# Bayesian optimization

The point of this notebook is to use the [Bayesian optimization package](https://github.com/fmfn/BayesianOptimization) to do an intelligent hyperparameter search for XGB. In this notebook we'll run hyperparameter tuning on the XGB model.

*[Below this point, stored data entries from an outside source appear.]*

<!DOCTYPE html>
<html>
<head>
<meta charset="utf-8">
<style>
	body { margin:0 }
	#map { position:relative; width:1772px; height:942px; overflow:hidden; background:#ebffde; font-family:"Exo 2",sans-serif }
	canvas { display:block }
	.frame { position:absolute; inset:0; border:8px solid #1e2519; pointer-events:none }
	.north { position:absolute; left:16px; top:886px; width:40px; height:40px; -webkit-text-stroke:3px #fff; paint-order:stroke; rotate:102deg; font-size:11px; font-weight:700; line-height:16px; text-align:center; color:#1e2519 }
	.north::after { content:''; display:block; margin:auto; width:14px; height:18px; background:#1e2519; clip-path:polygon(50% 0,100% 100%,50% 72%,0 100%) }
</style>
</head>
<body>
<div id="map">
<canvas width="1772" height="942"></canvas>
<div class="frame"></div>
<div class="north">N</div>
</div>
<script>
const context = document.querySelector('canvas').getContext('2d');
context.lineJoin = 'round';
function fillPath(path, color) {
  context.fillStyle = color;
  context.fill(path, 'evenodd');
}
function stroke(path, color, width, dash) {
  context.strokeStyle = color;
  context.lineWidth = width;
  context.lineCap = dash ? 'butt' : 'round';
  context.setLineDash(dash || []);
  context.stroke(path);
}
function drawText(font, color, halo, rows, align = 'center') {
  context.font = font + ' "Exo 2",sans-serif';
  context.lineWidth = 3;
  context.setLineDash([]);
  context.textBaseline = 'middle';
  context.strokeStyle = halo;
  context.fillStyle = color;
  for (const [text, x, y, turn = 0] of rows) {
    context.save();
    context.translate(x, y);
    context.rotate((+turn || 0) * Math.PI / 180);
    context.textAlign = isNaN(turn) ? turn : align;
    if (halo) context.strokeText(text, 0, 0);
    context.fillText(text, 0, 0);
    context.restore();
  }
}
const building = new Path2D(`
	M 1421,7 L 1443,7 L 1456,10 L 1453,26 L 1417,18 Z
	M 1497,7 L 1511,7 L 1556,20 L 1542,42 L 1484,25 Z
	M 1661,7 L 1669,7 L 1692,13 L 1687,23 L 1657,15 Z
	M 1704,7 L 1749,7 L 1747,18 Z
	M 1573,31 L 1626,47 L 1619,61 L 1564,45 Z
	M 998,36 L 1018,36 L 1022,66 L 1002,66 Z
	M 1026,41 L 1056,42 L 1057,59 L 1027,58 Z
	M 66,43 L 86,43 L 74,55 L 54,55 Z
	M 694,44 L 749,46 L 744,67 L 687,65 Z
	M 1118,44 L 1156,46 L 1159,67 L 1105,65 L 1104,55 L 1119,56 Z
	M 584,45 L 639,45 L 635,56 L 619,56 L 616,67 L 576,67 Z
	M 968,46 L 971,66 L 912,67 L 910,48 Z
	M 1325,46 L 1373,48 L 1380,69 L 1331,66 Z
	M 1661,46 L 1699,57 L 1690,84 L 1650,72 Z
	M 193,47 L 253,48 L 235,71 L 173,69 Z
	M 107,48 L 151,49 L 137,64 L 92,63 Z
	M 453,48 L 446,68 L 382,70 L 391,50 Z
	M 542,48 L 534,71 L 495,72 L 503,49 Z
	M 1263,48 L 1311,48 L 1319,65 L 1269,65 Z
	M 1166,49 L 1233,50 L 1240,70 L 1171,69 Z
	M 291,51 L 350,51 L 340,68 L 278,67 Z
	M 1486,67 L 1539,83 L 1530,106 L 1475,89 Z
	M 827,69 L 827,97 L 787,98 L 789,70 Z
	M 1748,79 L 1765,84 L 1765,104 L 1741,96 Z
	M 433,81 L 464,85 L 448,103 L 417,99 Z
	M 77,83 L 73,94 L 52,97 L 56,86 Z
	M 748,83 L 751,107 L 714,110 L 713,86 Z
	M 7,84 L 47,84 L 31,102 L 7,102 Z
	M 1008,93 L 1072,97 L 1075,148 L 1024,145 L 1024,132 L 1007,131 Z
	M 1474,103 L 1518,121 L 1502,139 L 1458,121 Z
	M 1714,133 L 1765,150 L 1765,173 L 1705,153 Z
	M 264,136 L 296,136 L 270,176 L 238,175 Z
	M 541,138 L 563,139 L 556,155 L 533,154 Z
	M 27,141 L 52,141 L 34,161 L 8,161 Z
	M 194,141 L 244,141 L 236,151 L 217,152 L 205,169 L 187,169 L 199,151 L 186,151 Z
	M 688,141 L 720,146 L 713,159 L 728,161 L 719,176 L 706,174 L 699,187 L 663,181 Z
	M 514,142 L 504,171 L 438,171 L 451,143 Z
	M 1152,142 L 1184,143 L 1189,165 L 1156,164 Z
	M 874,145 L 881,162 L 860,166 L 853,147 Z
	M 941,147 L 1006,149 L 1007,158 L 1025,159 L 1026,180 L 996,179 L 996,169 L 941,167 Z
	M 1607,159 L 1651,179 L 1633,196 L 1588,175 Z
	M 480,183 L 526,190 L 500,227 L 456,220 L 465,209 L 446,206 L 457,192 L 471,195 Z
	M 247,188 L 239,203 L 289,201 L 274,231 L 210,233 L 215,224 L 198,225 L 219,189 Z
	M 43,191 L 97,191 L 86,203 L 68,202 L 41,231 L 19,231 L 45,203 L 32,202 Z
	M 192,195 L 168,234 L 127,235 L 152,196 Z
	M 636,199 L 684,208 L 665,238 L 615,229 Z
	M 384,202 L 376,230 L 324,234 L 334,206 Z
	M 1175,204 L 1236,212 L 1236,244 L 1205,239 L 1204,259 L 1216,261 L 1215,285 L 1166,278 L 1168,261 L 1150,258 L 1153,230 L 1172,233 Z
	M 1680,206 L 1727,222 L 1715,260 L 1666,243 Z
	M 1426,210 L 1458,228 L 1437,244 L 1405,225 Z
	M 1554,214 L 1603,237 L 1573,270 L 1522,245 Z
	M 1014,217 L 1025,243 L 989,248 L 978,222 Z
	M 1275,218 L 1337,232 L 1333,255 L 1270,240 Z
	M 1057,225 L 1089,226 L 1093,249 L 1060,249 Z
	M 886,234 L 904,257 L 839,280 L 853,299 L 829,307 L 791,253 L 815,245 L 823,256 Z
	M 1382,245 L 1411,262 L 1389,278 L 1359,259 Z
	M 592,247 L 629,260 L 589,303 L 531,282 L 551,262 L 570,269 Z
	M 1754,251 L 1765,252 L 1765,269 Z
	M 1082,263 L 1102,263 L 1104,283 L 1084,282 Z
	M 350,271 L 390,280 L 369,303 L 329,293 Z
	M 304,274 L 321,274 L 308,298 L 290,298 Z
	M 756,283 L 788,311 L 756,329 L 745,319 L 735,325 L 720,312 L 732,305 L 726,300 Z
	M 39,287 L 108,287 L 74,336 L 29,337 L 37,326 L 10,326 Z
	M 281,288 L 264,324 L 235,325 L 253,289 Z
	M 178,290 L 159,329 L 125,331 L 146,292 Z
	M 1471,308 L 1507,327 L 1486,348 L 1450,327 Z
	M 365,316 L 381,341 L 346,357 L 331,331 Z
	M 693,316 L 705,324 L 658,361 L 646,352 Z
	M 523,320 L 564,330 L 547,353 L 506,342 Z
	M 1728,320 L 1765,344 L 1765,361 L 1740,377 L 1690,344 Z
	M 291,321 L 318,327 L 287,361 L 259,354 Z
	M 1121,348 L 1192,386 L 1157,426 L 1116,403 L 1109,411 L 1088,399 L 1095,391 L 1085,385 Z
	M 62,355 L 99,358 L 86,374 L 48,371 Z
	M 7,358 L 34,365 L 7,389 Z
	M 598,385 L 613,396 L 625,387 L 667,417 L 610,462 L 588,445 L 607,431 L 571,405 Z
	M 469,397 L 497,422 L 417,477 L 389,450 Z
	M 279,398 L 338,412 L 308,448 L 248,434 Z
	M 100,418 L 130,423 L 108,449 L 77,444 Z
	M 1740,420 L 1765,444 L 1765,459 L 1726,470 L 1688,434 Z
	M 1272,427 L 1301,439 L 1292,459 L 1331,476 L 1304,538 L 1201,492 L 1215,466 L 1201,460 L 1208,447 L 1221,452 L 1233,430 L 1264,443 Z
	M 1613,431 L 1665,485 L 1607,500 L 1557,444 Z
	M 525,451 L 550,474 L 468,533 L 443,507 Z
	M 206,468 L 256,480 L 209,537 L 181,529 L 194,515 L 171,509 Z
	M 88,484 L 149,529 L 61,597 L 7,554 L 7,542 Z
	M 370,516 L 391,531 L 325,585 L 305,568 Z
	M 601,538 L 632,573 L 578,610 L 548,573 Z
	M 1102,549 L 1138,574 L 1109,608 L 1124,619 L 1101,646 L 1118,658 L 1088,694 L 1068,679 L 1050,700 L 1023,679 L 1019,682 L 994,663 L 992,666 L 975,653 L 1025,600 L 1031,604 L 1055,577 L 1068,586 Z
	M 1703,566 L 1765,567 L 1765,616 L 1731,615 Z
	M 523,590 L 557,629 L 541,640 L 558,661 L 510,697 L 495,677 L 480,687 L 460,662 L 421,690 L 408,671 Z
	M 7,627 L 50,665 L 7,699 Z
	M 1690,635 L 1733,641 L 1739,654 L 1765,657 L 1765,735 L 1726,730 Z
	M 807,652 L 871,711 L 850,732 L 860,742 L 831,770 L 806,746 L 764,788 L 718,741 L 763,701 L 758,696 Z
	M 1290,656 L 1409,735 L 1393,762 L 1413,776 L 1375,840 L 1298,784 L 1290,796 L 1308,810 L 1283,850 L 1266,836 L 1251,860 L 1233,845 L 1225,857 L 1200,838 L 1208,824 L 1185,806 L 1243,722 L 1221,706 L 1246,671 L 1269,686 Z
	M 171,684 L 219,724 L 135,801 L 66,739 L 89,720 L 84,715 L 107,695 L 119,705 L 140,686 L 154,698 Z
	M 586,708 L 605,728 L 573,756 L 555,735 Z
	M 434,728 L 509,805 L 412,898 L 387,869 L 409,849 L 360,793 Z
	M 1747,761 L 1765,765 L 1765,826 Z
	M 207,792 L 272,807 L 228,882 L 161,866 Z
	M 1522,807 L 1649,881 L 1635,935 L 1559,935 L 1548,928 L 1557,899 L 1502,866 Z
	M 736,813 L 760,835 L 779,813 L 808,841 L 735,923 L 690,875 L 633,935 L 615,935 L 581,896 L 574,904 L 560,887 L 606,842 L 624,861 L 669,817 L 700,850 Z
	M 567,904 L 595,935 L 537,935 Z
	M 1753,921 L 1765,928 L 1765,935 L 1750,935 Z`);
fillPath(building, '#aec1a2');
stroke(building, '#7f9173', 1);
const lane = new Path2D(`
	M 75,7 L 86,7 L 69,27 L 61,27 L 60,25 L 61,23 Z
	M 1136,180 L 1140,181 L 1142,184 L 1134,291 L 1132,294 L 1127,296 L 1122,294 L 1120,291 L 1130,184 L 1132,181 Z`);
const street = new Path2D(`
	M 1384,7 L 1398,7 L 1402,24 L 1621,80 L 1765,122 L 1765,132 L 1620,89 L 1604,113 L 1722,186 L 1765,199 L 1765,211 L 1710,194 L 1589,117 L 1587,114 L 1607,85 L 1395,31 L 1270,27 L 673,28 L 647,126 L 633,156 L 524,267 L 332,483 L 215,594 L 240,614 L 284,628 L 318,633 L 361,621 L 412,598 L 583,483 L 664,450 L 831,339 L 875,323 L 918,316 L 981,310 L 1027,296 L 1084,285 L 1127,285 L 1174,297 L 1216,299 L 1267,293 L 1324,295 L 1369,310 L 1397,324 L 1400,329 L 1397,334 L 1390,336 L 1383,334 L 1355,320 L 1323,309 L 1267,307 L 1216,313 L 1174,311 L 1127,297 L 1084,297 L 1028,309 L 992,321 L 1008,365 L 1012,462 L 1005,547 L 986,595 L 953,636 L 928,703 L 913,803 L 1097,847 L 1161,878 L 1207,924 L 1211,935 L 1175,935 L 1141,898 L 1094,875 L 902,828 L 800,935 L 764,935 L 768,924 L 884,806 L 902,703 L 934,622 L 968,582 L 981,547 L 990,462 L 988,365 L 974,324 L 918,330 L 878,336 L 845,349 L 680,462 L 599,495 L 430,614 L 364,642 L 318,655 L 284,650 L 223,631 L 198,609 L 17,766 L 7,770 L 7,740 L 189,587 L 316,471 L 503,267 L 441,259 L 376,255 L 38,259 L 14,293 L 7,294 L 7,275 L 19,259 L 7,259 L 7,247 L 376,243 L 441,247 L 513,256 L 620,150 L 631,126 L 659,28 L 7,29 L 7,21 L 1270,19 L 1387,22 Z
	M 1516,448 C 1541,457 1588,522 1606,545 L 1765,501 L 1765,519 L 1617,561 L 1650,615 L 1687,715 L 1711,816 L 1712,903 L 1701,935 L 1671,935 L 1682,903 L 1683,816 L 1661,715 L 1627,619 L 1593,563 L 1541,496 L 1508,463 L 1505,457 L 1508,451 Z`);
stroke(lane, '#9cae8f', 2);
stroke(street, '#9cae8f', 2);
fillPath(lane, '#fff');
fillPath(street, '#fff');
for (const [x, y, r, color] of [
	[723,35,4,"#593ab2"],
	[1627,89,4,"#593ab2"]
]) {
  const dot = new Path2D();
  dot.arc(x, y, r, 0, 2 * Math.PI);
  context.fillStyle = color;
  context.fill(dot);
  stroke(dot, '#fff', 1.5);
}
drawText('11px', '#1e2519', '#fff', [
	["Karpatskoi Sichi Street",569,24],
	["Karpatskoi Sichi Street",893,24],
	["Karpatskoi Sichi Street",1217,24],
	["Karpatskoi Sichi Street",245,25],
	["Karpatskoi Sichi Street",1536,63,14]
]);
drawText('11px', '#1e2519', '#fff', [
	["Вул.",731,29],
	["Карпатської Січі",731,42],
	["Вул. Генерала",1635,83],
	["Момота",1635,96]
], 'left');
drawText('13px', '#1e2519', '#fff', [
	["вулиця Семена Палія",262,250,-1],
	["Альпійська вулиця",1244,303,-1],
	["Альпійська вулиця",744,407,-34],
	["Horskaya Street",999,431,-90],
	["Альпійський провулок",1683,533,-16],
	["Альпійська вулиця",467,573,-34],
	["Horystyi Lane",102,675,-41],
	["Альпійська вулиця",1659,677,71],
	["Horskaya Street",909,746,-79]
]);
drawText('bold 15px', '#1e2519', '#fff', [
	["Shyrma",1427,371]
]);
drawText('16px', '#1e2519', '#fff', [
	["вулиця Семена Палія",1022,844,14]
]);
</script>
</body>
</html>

I'm following both the documentation on the package github page, along with [this Kaggle tutorial](https://www.kaggle.com/tilii7/bayesian-optimization-of-xgboost-parameters).

In [2]:
import xgboost as xgb
from bayes_opt import BayesianOptimization

import pandas as pd
import numpy as np

from sklearn.metrics import accuracy_score, classification_report

## Data loading

In [3]:
df = pd.read_csv('../data/start_to_finish.csv')  #Pct Diff Columns Only (Gives Highest Accuracy)
#df = pd.read_csv('../data/Final Data/diff-mlb-games.csv')    #Diff columns only
#df = pd.read_csv('../data/Final Data/full-diff-mlb-games.csv')    #All columns

cols = ['team_ops_pct_diff', 'obp_diff', 'team_obp_pct_diff',
       'home_Rank_offset1year', 'away_WHIP_offset1year', 'team_ERA_pct_diff',
       'home_win_diff_bayes', 'home_RD', 'team_bayes_pct_diff',
       'away_win_diff_bayes', 'team_RA_pct_diff', 'team_slg_pct_diff',
       'team_W-L_pct_diff', 'away_ERA_offset1year', 'away_win_pct',
       'away_pitcher_IP_avg_162games', 'team_Rank_pct_diff',
       'home_pitcher_IP_avg_162games', 'away_RD',
       'home_pitcher_WHIP_avg_162games', 'team_WHIP_pct_diff',
       'home_bayes_win', 'home_win_diff', 'pitcher_IP_pct_diff',
       'away_Rank_offset1year', 'home_total_R', 'home_pythag_expect',
       'home_obp', 'team_R_pct_diff', 'home_avg',
       'away_pitcher_WPA_avg_162games', 'home_ops', 'away_pitcher_season_game',
       'avg_diff', 'team_avg_pct_diff', 'home_W-L-pct_offset1year',
       'home_ERA_offset1year', 'away_R_offset1year', 'home_win_pct',
       'away_elo']

train_df = df[df['Y'] <= 2015][cols + ['home_win']] 
test_df = df[df['Y'] > 2015][cols + ['home_win']]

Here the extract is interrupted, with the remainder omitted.